──────── RECORDS TO PROCESS
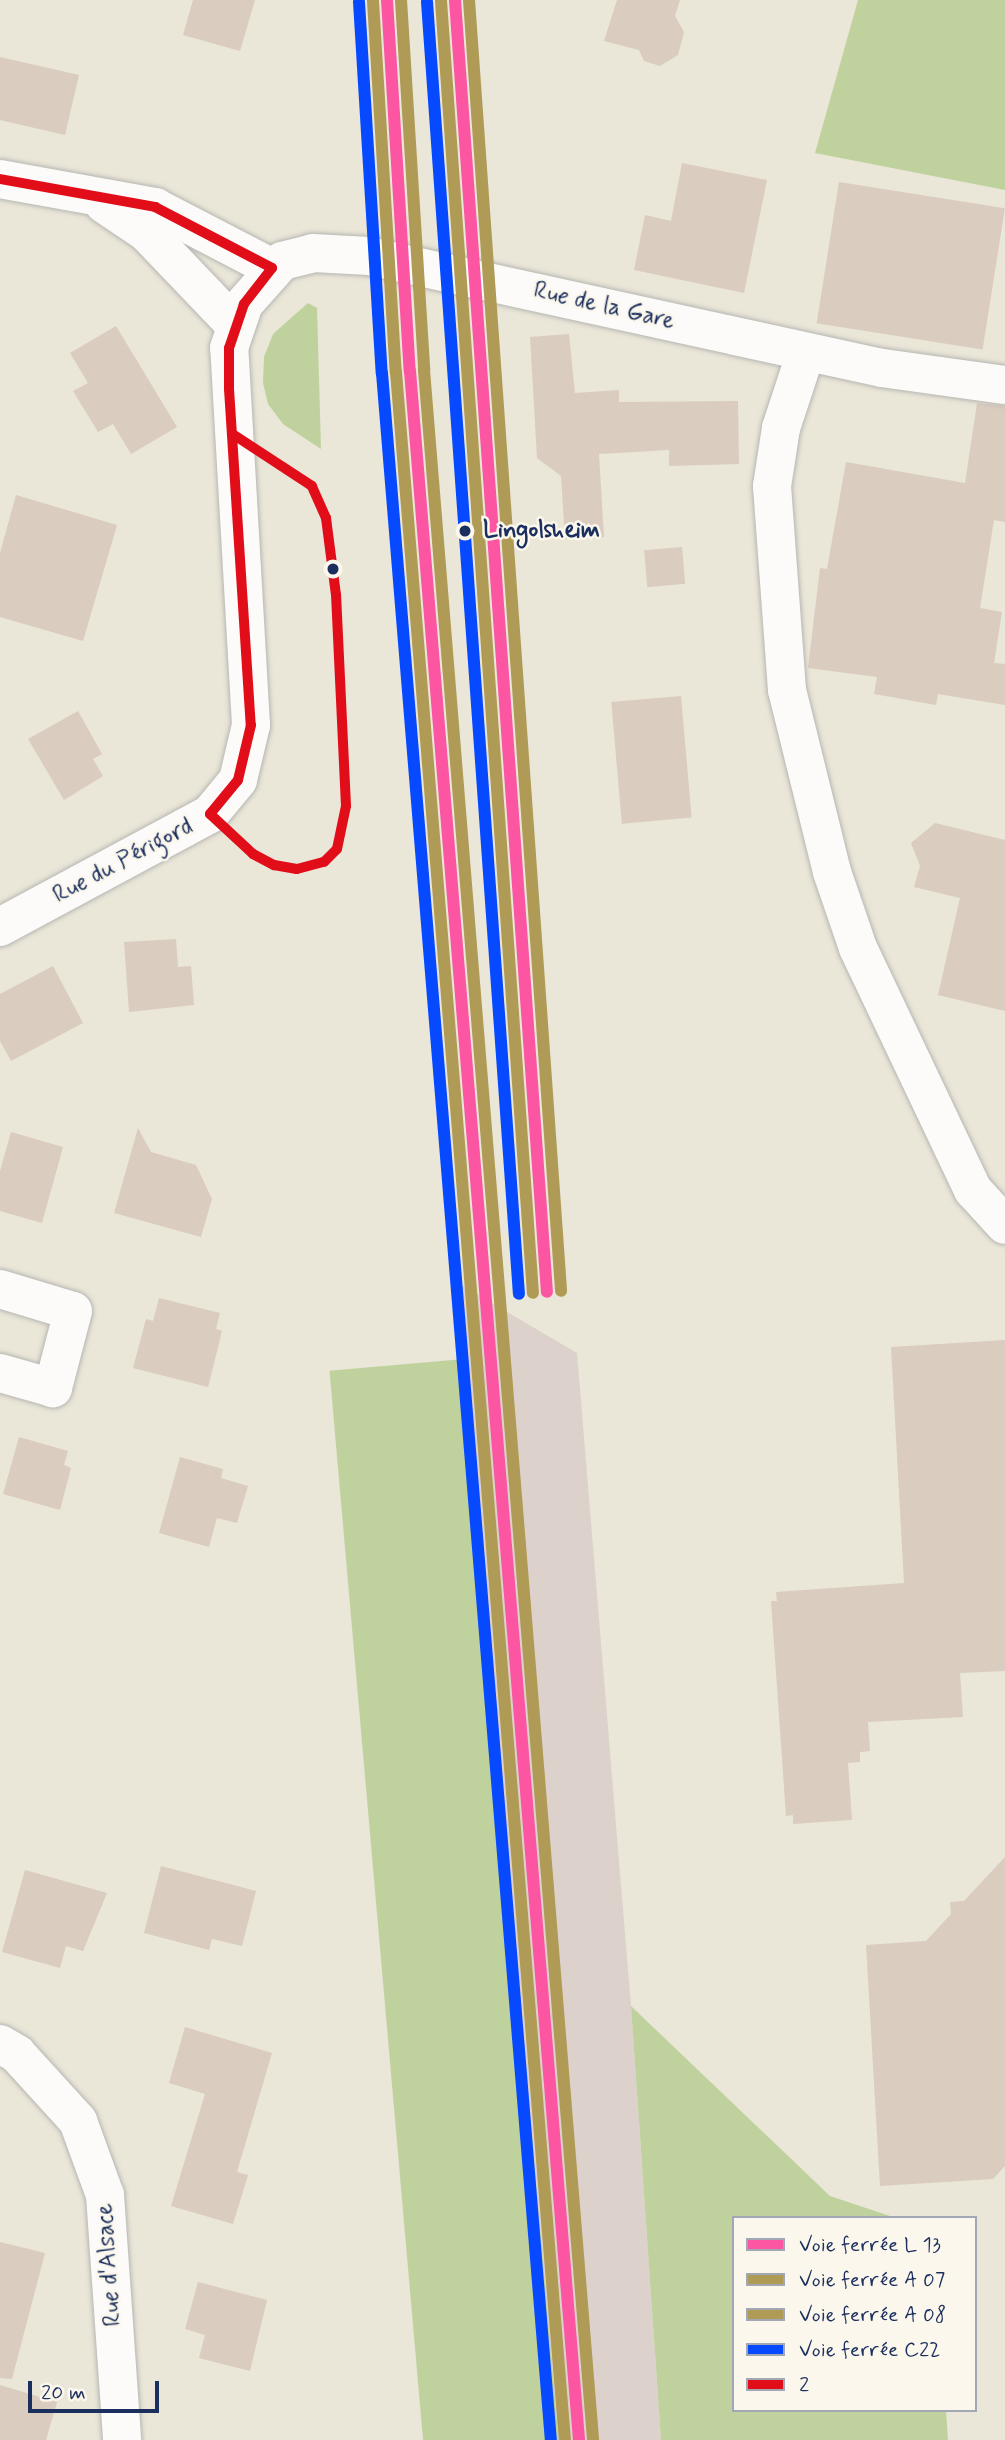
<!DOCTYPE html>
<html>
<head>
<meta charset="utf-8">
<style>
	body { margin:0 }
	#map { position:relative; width:1005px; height:2440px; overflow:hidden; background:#eae6d8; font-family:Mynerve,sans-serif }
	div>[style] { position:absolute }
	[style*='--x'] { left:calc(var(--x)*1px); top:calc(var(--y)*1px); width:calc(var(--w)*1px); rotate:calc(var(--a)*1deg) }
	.industrial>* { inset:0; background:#ddd1cb }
	.green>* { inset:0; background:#bfd29d; transform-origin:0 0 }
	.building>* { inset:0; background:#daccbe; transform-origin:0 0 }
	.roads { filter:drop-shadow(0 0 2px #b6b6b2) drop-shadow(0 0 2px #b6b6b2) }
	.street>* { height:38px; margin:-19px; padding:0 19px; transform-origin:19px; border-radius:19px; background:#fcfbf9 }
	.bus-1>* { height:10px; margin:-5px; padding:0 5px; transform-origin:5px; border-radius:5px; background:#e10d19 }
	.rail-1>* { height:12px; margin:-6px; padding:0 6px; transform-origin:6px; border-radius:6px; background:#fc55a2 }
	.rail-2>* { height:12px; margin:-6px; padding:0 6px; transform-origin:6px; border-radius:6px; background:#af9a56 }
	.rail-3>* { height:12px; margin:-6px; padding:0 6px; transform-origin:6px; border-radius:6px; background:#af9a56 }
	.rail-4>* { height:12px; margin:-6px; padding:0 6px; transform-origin:6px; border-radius:6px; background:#0749ff }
	.dots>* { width:19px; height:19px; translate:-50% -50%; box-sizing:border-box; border:4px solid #fbf7ec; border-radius:50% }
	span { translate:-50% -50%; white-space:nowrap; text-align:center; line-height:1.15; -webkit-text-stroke:5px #fbf7ec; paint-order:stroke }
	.street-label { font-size:24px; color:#1b2f5e }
	.stop-label { font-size:24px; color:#1b2f5e; font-weight:700 }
	.left { translate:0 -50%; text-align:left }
	.legend { position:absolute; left:732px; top:2216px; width:245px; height:196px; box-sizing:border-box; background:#fbf7ec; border:2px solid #a1a7b3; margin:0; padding:9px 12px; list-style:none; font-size:21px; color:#1b2f5e }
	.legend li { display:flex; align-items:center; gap:14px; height:35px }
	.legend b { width:35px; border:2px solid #a1a7b3 }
	.scale { position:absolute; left:28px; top:2381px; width:131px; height:32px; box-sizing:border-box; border:4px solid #1b2f5e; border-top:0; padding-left:9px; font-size:21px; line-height:24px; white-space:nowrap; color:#1b2f5e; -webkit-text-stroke:5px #fbf7ec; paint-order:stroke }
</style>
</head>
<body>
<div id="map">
	<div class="industrial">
		<div style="clip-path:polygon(458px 1283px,577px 1353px,631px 2006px,661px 2440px,552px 2440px)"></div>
	</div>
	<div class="green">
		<div style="clip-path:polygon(858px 0,1005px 0,1005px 190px,815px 153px)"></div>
		<div style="clip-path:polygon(308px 303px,317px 308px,321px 449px,283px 424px,268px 404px,263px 383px,264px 357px,273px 334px)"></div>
		<div style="left:464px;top:1359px;width:1085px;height:135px;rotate:85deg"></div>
		<div style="clip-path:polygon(631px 2006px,830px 2196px,896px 2218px,734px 2218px,734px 2410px,946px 2410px,948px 2440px,661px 2440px)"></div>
	</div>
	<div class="building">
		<div style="clip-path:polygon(193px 0,255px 0,240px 51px,183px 35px)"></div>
		<div style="clip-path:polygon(617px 0,680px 0,675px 16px,684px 32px,678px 55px,660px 66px,644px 61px,639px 50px,604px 41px)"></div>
		<div style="clip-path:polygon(0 57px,79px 75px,65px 135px,0 120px)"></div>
		<div style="clip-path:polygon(682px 163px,767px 180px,744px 293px,634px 270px,645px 215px,671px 221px)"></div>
		<div style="left:839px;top:182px;width:168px;height:143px;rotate:9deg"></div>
		<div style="clip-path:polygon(116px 326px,177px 427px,131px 454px,113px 424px,98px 432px,73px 391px,88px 383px,70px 353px)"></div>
		<div style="clip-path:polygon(569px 334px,575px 393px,619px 390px,619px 402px,738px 401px,739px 464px,669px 466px,669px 450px,599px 454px,604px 537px,565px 539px,561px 476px,537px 458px,530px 337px)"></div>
		<div style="clip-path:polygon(977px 403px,1005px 406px,1005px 522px,994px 520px,980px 608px,1002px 612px,994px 663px,1005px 664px,1005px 705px,938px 694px,936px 705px,874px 694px,877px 677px,808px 668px,820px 568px,827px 569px,846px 462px,965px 483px)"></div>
		<div style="clip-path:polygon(16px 495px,117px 525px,83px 641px,0 617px,0 553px)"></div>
		<div style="left:682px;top:547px;width:37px;height:38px;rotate:85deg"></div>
		<div style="left:681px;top:696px;width:122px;height:70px;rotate:85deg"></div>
		<div style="clip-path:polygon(78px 711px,102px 754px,93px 759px,103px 776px,64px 800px,28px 739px)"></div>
		<div style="clip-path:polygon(935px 823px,1005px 840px,1005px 1011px,938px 995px,960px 898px,914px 887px,920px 866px,911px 843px)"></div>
		<div style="clip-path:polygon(176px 939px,178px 967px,191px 966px,194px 1005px,129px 1012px,124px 942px)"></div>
		<div style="clip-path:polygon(53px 966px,83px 1023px,11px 1061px,0 1041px,0 994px)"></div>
		<div style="clip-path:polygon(138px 1128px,151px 1152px,196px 1165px,212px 1199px,201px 1237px,114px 1213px)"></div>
		<div style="clip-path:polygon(11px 1132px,63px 1147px,42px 1223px,0 1211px,0 1171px)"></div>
		<div style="clip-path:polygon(159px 1298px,220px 1313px,216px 1329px,222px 1331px,208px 1387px,133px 1368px,146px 1319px,153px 1321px)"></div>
		<div style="clip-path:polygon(1005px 1340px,1005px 1671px,960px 1673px,963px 1717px,868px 1722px,870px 1751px,860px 1752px,860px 1762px,848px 1763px,852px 1820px,793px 1824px,793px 1815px,786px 1816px,771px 1601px,777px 1601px,776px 1592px,904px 1583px,891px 1347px)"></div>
		<div style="clip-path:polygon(19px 1437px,68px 1451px,64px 1465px,71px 1468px,60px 1510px,3px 1494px)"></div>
		<div style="clip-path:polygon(180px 1457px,223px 1469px,221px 1478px,248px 1486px,237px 1523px,217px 1518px,209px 1547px,159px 1533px)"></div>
		<div style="clip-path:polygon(1005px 1857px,1005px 2166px,993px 2179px,880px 2186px,866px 1945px,926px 1941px,951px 1914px,950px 1902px,964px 1901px)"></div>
		<div style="clip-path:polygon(161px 1866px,256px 1891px,242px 1946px,212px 1939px,209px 1950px,144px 1933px)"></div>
		<div style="clip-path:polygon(25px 1870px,107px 1893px,83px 1951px,66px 1946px,60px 1968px,2px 1952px)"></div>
		<div style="clip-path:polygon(185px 2027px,272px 2053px,237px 2172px,248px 2175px,233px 2224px,171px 2206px,205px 2094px,169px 2083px)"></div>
		<div style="clip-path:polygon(0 2242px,45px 2253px,12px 2379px,0 2378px)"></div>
		<div style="clip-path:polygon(198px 2282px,267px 2300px,250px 2371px,199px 2358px,205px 2335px,185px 2329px)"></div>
		<div style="clip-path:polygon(0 2385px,57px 2402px,46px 2440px,0 2440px)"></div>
	</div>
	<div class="roads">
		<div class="street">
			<div style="--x:0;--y:179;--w:158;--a:10.2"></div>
			<div style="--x:155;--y:207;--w:132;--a:27.5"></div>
			<div style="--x:104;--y:204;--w:52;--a:34"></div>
			<div style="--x:147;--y:233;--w:127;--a:46.3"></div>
			<div style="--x:806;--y:352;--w:80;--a:108.2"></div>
			<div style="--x:781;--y:428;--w:59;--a:98.8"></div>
			<div style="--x:772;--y:486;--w:205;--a:85.8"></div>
			<div style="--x:787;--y:690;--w:187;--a:76.1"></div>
			<div style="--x:832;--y:872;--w:80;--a:71.1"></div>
			<div style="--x:858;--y:948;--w:268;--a:64.6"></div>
			<div style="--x:973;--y:1190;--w:47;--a:47.6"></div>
			<div style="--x:0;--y:927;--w:238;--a:-28.3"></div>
			<div style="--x:210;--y:814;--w:44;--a:-50.5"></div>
			<div style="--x:238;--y:780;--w:57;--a:-76.7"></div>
			<div style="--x:251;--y:725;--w:378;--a:-93.3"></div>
			<div style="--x:229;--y:348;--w:46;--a:-71.2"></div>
			<div style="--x:244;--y:304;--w:57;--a:-48.5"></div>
			<div style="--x:282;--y:261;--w:32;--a:-14"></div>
			<div style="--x:313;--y:253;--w:56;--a:3.1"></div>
			<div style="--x:369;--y:256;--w:525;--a:12.32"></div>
			<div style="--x:882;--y:368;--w:124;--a:7.9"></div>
			<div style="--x:0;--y:1289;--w:76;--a:16.8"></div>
			<div style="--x:73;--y:1311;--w:80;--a:104.6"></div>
			<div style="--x:53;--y:1388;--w:55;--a:-164.2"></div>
			<div style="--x:0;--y:2044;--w:20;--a:30"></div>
			<div style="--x:17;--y:2054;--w:91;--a:47.7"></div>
			<div style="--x:78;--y:2121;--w:79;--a:70"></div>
			<div style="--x:105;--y:2195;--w:246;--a:86"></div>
		</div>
	</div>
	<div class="bus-1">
		<div style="--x:0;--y:179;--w:158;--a:10.2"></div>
		<div style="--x:155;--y:207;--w:132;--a:27.5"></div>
		<div style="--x:272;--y:268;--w:46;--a:127.9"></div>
		<div style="--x:244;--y:304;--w:46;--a:108.8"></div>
		<div style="--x:229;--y:348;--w:41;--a:90"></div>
		<div style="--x:229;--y:389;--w:337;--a:86.3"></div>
		<div style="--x:251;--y:725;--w:57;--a:103.3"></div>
		<div style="--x:238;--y:780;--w:44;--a:129.5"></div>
		<div style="--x:210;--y:814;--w:59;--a:42.9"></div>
		<div style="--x:253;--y:854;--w:24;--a:28"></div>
		<div style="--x:274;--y:865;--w:23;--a:10"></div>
		<div style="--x:297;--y:869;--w:28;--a:-15"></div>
		<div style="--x:324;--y:862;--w:18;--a:-45"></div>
		<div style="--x:337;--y:849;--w:44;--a:-78.2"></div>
		<div style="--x:346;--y:806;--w:211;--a:-92.7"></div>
		<div style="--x:336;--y:595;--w:78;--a:-97.4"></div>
		<div style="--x:326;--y:518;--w:35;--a:-114"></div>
		<div style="--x:312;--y:486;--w:93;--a:-146.8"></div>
	</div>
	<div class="rail-1">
		<div style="--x:387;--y:0;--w:372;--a:86.5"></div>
		<div style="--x:410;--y:371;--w:2076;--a:85.33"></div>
		<div style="--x:455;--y:0;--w:1295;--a:85.93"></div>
	</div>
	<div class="rail-2">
		<div style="--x:373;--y:1;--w:372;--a:86.5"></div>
		<div style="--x:396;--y:372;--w:2075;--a:85.33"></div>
		<div style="--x:441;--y:1;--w:1295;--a:85.93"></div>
	</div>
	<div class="rail-3">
		<div style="--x:401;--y:0;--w:371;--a:86.4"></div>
		<div style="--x:424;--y:370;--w:2076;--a:85.33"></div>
		<div style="--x:469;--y:0;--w:1294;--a:85.92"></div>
	</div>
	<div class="rail-4">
		<div style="--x:359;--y:2;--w:372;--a:86.5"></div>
		<div style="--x:382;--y:373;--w:2074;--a:85.33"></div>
		<div style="--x:427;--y:2;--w:1295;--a:85.93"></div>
	</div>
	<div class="dots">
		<div style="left:465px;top:531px;background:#1b2f5e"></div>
		<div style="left:333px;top:569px;background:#1b2f5e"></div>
	</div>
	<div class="street-label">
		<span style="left:604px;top:306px;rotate:13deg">Rue de la Gare</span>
		<span style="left:123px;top:861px;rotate:-28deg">Rue du Périgord</span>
		<span style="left:109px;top:2265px;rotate:-94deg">Rue d'Alsace</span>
	</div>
	<div class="stop-label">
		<span class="left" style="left:483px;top:531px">Lingolsheim</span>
	</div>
	<ul class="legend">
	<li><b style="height:9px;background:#fc55a2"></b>Voie ferrée L 13</li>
	<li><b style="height:9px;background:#af9a56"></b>Voie ferrée A 07</li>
	<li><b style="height:9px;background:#af9a56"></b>Voie ferrée A 08</li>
	<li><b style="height:9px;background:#0749ff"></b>Voie ferrée C22</li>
	<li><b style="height:9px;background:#e10d19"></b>2</li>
	</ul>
	<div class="scale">20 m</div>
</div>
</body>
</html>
────────────────
EXERCISE DESCRIPTION.
Reproduce the lines above, beginning at the line with "translate:-50% -50%; white-space:nowrap;" and stopping after the line with "display:flex; align-items:center; gap:14px;", exactly as they are.

OUTPUT BELOW.
	span { translate:-50% -50%; white-space:nowrap; text-align:center; line-height:1.15; -webkit-text-stroke:5px #fbf7ec; paint-order:stroke }
	.street-label { font-size:24px; color:#1b2f5e }
	.stop-label { font-size:24px; color:#1b2f5e; font-weight:700 }
	.left { translate:0 -50%; text-align:left }
	.legend { position:absolute; left:732px; top:2216px; width:245px; height:196px; box-sizing:border-box; background:#fbf7ec; border:2px solid #a1a7b3; margin:0; padding:9px 12px; list-style:none; font-size:21px; color:#1b2f5e }
	.legend li { display:flex; align-items:center; gap:14px; height:35px }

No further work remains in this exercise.